**Problem to solve:**
Would you please restate all of the data exactly?

**Data listing:**
==========
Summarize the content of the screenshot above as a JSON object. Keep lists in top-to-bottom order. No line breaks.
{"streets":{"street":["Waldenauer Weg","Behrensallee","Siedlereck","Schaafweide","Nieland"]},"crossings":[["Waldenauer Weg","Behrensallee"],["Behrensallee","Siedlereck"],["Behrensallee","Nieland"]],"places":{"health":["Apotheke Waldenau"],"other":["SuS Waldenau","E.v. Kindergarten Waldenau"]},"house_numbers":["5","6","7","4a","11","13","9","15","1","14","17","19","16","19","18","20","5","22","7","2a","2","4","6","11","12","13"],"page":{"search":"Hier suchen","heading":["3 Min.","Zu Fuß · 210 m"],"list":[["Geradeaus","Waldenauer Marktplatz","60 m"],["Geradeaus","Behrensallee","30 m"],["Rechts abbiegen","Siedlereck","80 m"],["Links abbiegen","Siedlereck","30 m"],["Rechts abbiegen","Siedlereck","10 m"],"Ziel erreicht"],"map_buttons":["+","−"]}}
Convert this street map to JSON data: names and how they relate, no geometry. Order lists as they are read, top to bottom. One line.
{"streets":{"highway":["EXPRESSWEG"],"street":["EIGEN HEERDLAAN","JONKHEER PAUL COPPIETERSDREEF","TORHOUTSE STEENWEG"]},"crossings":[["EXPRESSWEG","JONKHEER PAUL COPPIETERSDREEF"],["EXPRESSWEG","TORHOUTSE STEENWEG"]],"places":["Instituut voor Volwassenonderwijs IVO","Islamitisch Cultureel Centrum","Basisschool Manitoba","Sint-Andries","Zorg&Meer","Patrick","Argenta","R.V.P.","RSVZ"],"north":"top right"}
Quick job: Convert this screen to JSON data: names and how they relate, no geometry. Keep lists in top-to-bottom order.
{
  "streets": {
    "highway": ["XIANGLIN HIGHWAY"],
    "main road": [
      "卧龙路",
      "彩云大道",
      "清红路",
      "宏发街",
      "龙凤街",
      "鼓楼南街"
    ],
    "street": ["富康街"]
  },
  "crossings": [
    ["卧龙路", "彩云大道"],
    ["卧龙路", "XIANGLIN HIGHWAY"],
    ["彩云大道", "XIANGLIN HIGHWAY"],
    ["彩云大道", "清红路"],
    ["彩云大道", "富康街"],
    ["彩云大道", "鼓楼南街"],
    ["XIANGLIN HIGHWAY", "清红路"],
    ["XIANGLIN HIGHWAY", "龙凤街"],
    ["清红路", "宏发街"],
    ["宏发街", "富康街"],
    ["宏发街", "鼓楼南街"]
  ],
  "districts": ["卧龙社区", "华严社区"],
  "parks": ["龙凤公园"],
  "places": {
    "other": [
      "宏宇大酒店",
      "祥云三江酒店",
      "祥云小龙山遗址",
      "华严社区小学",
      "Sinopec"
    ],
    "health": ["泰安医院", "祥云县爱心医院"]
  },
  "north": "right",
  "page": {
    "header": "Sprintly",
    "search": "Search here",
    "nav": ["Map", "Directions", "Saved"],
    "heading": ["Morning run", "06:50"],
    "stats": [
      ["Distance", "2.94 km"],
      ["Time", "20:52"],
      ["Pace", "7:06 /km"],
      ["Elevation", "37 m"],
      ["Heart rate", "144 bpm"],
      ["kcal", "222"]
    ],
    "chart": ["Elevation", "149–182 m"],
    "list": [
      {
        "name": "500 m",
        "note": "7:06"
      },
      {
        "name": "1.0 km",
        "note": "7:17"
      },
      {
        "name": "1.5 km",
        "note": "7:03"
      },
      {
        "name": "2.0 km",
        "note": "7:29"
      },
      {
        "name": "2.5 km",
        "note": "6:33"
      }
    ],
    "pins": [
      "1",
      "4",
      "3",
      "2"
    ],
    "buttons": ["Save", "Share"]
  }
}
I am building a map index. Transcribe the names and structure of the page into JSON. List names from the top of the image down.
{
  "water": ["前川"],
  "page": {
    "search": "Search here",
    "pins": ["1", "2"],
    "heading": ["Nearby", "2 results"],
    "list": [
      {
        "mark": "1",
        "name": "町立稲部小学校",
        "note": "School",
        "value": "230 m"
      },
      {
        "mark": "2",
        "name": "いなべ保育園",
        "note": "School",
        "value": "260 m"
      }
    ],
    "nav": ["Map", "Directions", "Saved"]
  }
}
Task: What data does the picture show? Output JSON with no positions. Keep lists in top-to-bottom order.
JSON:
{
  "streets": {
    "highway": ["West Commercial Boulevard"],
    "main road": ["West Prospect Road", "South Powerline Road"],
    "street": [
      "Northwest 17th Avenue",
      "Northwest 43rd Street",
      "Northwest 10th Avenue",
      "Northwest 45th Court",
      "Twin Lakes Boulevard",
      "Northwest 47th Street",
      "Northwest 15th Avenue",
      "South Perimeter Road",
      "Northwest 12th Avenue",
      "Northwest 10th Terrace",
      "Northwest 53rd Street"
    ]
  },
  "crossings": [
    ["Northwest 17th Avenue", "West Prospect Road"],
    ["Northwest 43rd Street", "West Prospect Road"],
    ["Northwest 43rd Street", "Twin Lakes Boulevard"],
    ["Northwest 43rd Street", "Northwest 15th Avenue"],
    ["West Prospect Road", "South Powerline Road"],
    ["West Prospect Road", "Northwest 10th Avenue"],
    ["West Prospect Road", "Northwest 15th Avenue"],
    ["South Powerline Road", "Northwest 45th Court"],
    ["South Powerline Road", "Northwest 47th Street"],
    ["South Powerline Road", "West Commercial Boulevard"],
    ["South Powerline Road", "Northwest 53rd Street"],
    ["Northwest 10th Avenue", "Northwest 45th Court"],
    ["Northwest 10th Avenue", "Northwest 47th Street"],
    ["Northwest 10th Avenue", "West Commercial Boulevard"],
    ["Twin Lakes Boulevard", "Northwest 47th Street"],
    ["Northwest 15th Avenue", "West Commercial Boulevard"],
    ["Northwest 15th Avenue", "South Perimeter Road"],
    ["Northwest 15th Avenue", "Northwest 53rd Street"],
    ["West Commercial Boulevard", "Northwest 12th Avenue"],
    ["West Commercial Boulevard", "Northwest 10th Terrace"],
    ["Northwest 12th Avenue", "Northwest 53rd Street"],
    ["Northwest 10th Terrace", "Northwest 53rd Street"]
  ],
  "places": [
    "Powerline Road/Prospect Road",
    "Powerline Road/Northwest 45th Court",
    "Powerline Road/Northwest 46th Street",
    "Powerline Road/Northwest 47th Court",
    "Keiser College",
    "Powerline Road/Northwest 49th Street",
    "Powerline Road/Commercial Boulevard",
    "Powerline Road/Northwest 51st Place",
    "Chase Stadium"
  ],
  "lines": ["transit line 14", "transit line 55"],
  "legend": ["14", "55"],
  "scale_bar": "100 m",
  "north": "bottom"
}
==========
**Response area:**
Summarize the content of the screenshot above as a JSON object. Keep lists in top-to-bottom order. No line breaks.
{"streets":{"street":["Waldenauer Weg","Behrensallee","Siedlereck","Schaafweide","Nieland"]},"crossings":[["Waldenauer Weg","Behrensallee"],["Behrensallee","Siedlereck"],["Behrensallee","Nieland"]],"places":{"health":["Apotheke Waldenau"],"other":["SuS Waldenau","E.v. Kindergarten Waldenau"]},"house_numbers":["5","6","7","4a","11","13","9","15","1","14","17","19","16","19","18","20","5","22","7","2a","2","4","6","11","12","13"],"page":{"search":"Hier suchen","heading":["3 Min.","Zu Fuß · 210 m"],"list":[["Geradeaus","Waldenauer Marktplatz","60 m"],["Geradeaus","Behrensallee","30 m"],["Rechts abbiegen","Siedlereck","80 m"],["Links abbiegen","Siedlereck","30 m"],["Rechts abbiegen","Siedlereck","10 m"],"Ziel erreicht"],"map_buttons":["+","−"]}}
Convert this street map to JSON data: names and how they relate, no geometry. Order lists as they are read, top to bottom. One line.
{"streets":{"highway":["EXPRESSWEG"],"street":["EIGEN HEERDLAAN","JONKHEER PAUL COPPIETERSDREEF","TORHOUTSE STEENWEG"]},"crossings":[["EXPRESSWEG","JONKHEER PAUL COPPIETERSDREEF"],["EXPRESSWEG","TORHOUTSE STEENWEG"]],"places":["Instituut voor Volwassenonderwijs IVO","Islamitisch Cultureel Centrum","Basisschool Manitoba","Sint-Andries","Zorg&Meer","Patrick","Argenta","R.V.P.","RSVZ"],"north":"top right"}
Quick job: Convert this screen to JSON data: names and how they relate, no geometry. Keep lists in top-to-bottom order.
{
  "streets": {
    "highway": ["XIANGLIN HIGHWAY"],
    "main road": [
      "卧龙路",
      "彩云大道",
      "清红路",
      "宏发街",
      "龙凤街",
      "鼓楼南街"
    ],
    "street": ["富康街"]
  },
  "crossings": [
    ["卧龙路", "彩云大道"],
    ["卧龙路", "XIANGLIN HIGHWAY"],
    ["彩云大道", "XIANGLIN HIGHWAY"],
    ["彩云大道", "清红路"],
    ["彩云大道", "富康街"],
    ["彩云大道", "鼓楼南街"],
    ["XIANGLIN HIGHWAY", "清红路"],
    ["XIANGLIN HIGHWAY", "龙凤街"],
    ["清红路", "宏发街"],
    ["宏发街", "富康街"],
    ["宏发街", "鼓楼南街"]
  ],
  "districts": ["卧龙社区", "华严社区"],
  "parks": ["龙凤公园"],
  "places": {
    "other": [
      "宏宇大酒店",
      "祥云三江酒店",
      "祥云小龙山遗址",
      "华严社区小学",
      "Sinopec"
    ],
    "health": ["泰安医院", "祥云县爱心医院"]
  },
  "north": "right",
  "page": {
    "header": "Sprintly",
    "search": "Search here",
    "nav": ["Map", "Directions", "Saved"],
    "heading": ["Morning run", "06:50"],
    "stats": [
      ["Distance", "2.94 km"],
      ["Time", "20:52"],
      ["Pace", "7:06 /km"],
      ["Elevation", "37 m"],
      ["Heart rate", "144 bpm"],
      ["kcal", "222"]
    ],
    "chart": ["Elevation", "149–182 m"],
    "list": [
      {
        "name": "500 m",
        "note": "7:06"
      },
      {
        "name": "1.0 km",
        "note": "7:17"
      },
      {
        "name": "1.5 km",
        "note": "7:03"
      },
      {
        "name": "2.0 km",
        "note": "7:29"
      },
      {
        "name": "2.5 km",
        "note": "6:33"
      }
    ],
    "pins": [
      "1",
      "4",
      "3",
      "2"
    ],
    "buttons": ["Save", "Share"]
  }
}
I am building a map index. Transcribe the names and structure of the page into JSON. List names from the top of the image down.
{
  "water": ["前川"],
  "page": {
    "search": "Search here",
    "pins": ["1", "2"],
    "heading": ["Nearby", "2 results"],
    "list": [
      {
        "mark": "1",
        "name": "町立稲部小学校",
        "note": "School",
        "value": "230 m"
      },
      {
        "mark": "2",
        "name": "いなべ保育園",
        "note": "School",
        "value": "260 m"
      }
    ],
    "nav": ["Map", "Directions", "Saved"]
  }
}
Task: What data does the picture show? Output JSON with no positions. Keep lists in top-to-bottom order.
JSON:
{
  "streets": {
    "highway": ["West Commercial Boulevard"],
    "main road": ["West Prospect Road", "South Powerline Road"],
    "street": [
      "Northwest 17th Avenue",
      "Northwest 43rd Street",
      "Northwest 10th Avenue",
      "Northwest 45th Court",
      "Twin Lakes Boulevard",
      "Northwest 47th Street",
      "Northwest 15th Avenue",
      "South Perimeter Road",
      "Northwest 12th Avenue",
      "Northwest 10th Terrace",
      "Northwest 53rd Street"
    ]
  },
  "crossings": [
    ["Northwest 17th Avenue", "West Prospect Road"],
    ["Northwest 43rd Street", "West Prospect Road"],
    ["Northwest 43rd Street", "Twin Lakes Boulevard"],
    ["Northwest 43rd Street", "Northwest 15th Avenue"],
    ["West Prospect Road", "South Powerline Road"],
    ["West Prospect Road", "Northwest 10th Avenue"],
    ["West Prospect Road", "Northwest 15th Avenue"],
    ["South Powerline Road", "Northwest 45th Court"],
    ["South Powerline Road", "Northwest 47th Street"],
    ["South Powerline Road", "West Commercial Boulevard"],
    ["South Powerline Road", "Northwest 53rd Street"],
    ["Northwest 10th Avenue", "Northwest 45th Court"],
    ["Northwest 10th Avenue", "Northwest 47th Street"],
    ["Northwest 10th Avenue", "West Commercial Boulevard"],
    ["Twin Lakes Boulevard", "Northwest 47th Street"],
    ["Northwest 15th Avenue", "West Commercial Boulevard"],
    ["Northwest 15th Avenue", "South Perimeter Road"],
    ["Northwest 15th Avenue", "Northwest 53rd Street"],
    ["West Commercial Boulevard", "Northwest 12th Avenue"],
    ["West Commercial Boulevard", "Northwest 10th Terrace"],
    ["Northwest 12th Avenue", "Northwest 53rd Street"],
    ["Northwest 10th Terrace", "Northwest 53rd Street"]
  ],
  "places": [
    "Powerline Road/Prospect Road",
    "Powerline Road/Northwest 45th Court",
    "Powerline Road/Northwest 46th Street",
    "Powerline Road/Northwest 47th Court",
    "Keiser College",
    "Powerline Road/Northwest 49th Street",
    "Powerline Road/Commercial Boulevard",
    "Powerline Road/Northwest 51st Place",
    "Chase Stadium"
  ],
  "lines": ["transit line 14", "transit line 55"],
  "legend": ["14", "55"],
  "scale_bar": "100 m",
  "north": "bottom"
}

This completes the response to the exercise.